In 2003, to promote the release of the album, a radio broadcast on KOOP FM 91.7 in Austin, Texas, featured album personnel Paul Marcus, Vida Vierra, Doug Lunn and Andy Markley. Marcus commented: "Paul and I worked closely on the album, we'd been writing songs for about fifteen years, and he found out he was HIV positive and then finally told me. Slowly but surely we started writing these songs that were sort of a song cycle, and we didn't really realise that until about half way through, but it was basically documenting what he went through and what we were going through. It was very exciting, incredibly sad, and always powerful - what had happened - all the recording that went on during the sessions. Most of it happened in this Magic Bus, somebody had left a 24-track recording studio on a bus in Malibu, and said Paul, here you can use this." Recalling "Mama Don't Cry", Marcus said: "I remember when he wrote "Mama Don't Cry", it came out of a conversation where I said 'you gotta tell your folks, you've got to tell them', if he wanted to protect them as he's a sweet guy who doesn't want anyone to hurt. And he did, and one of his ways of telling his mother was to write the song."

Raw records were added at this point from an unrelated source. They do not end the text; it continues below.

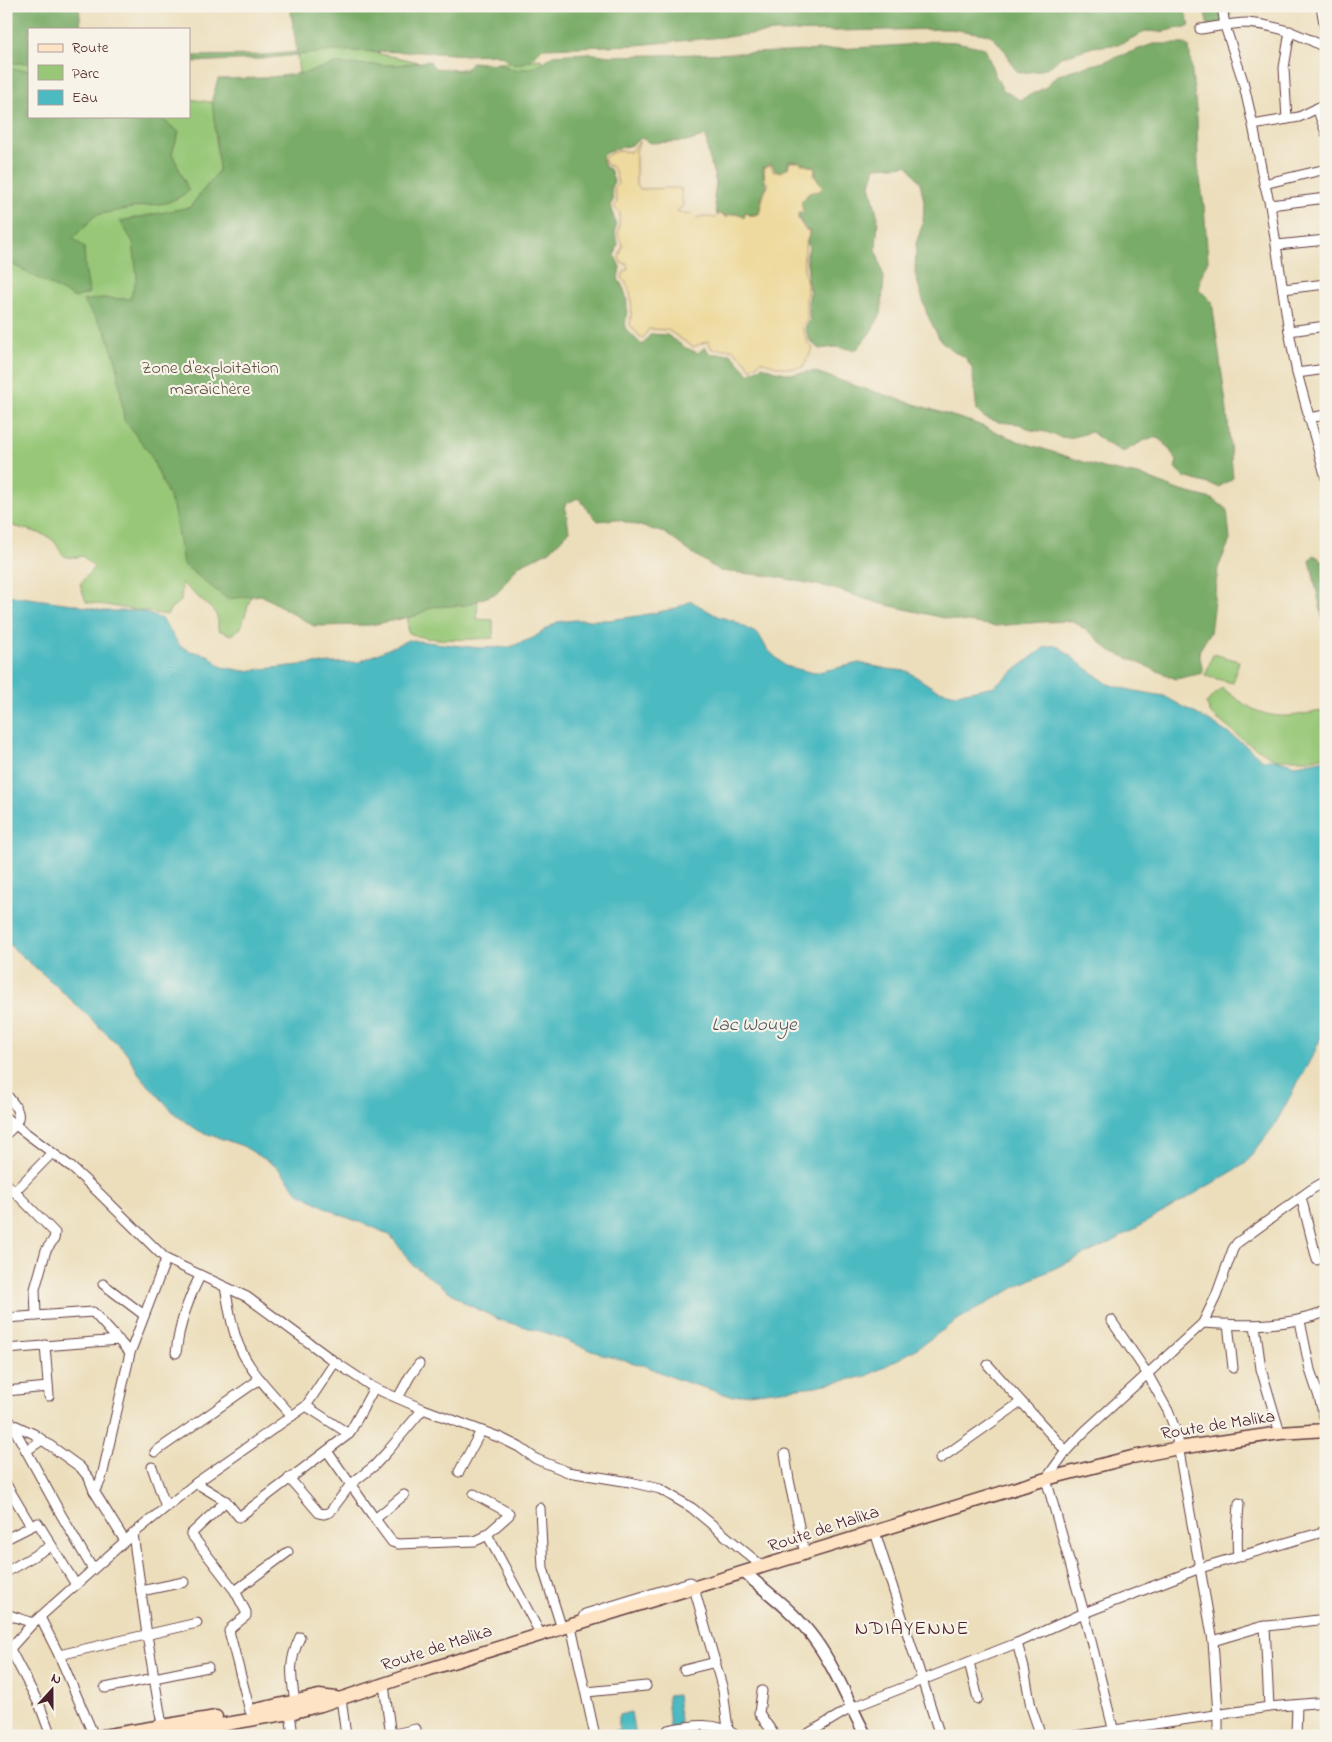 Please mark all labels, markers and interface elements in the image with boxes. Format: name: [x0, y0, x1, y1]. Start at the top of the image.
legend: [28, 28, 190, 118]
text: Route: [72, 37, 109, 59]
text: Parc: [72, 63, 100, 85]
text: Eau: [72, 87, 98, 109]
park label: Zone d'exploitation maraichère: [141, 356, 279, 403]
water label: Lac Wouye: [712, 1012, 798, 1039]
street label: Route de Malika: [1159, 1404, 1277, 1448]
street label: Route de Malika: [765, 1500, 883, 1560]
district label: NDIAYENNE: [855, 1615, 969, 1644]
street label: Route de Malika: [378, 1619, 496, 1679]
north arrow: [28, 1664, 78, 1714]
text: N: [48, 1668, 64, 1691]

Three days after Delph's death, his mother, June, published a letter based on Paul's final week. She said: "Throughout the week, we played music for Paul - "A God That Can Dance," and in particular, "Breath of Life," also Jimmie Spheeris' CD that Paul put together of Jimmie's renditions of favorite songs."

==Official release==
Growing interest in Delph's legacy later caused the album to be officially released on CD in 2003. It was digitally remastered and featured new artwork designed by Billy Vaughn, with inserts containing all the lyrics, credits and updated biography information. All sales of the album were to benefit the Paul Delph Memorial Scholarship Fund. After the album's release, five additional Paul Delph collections were to follow, but these have not yet appeared.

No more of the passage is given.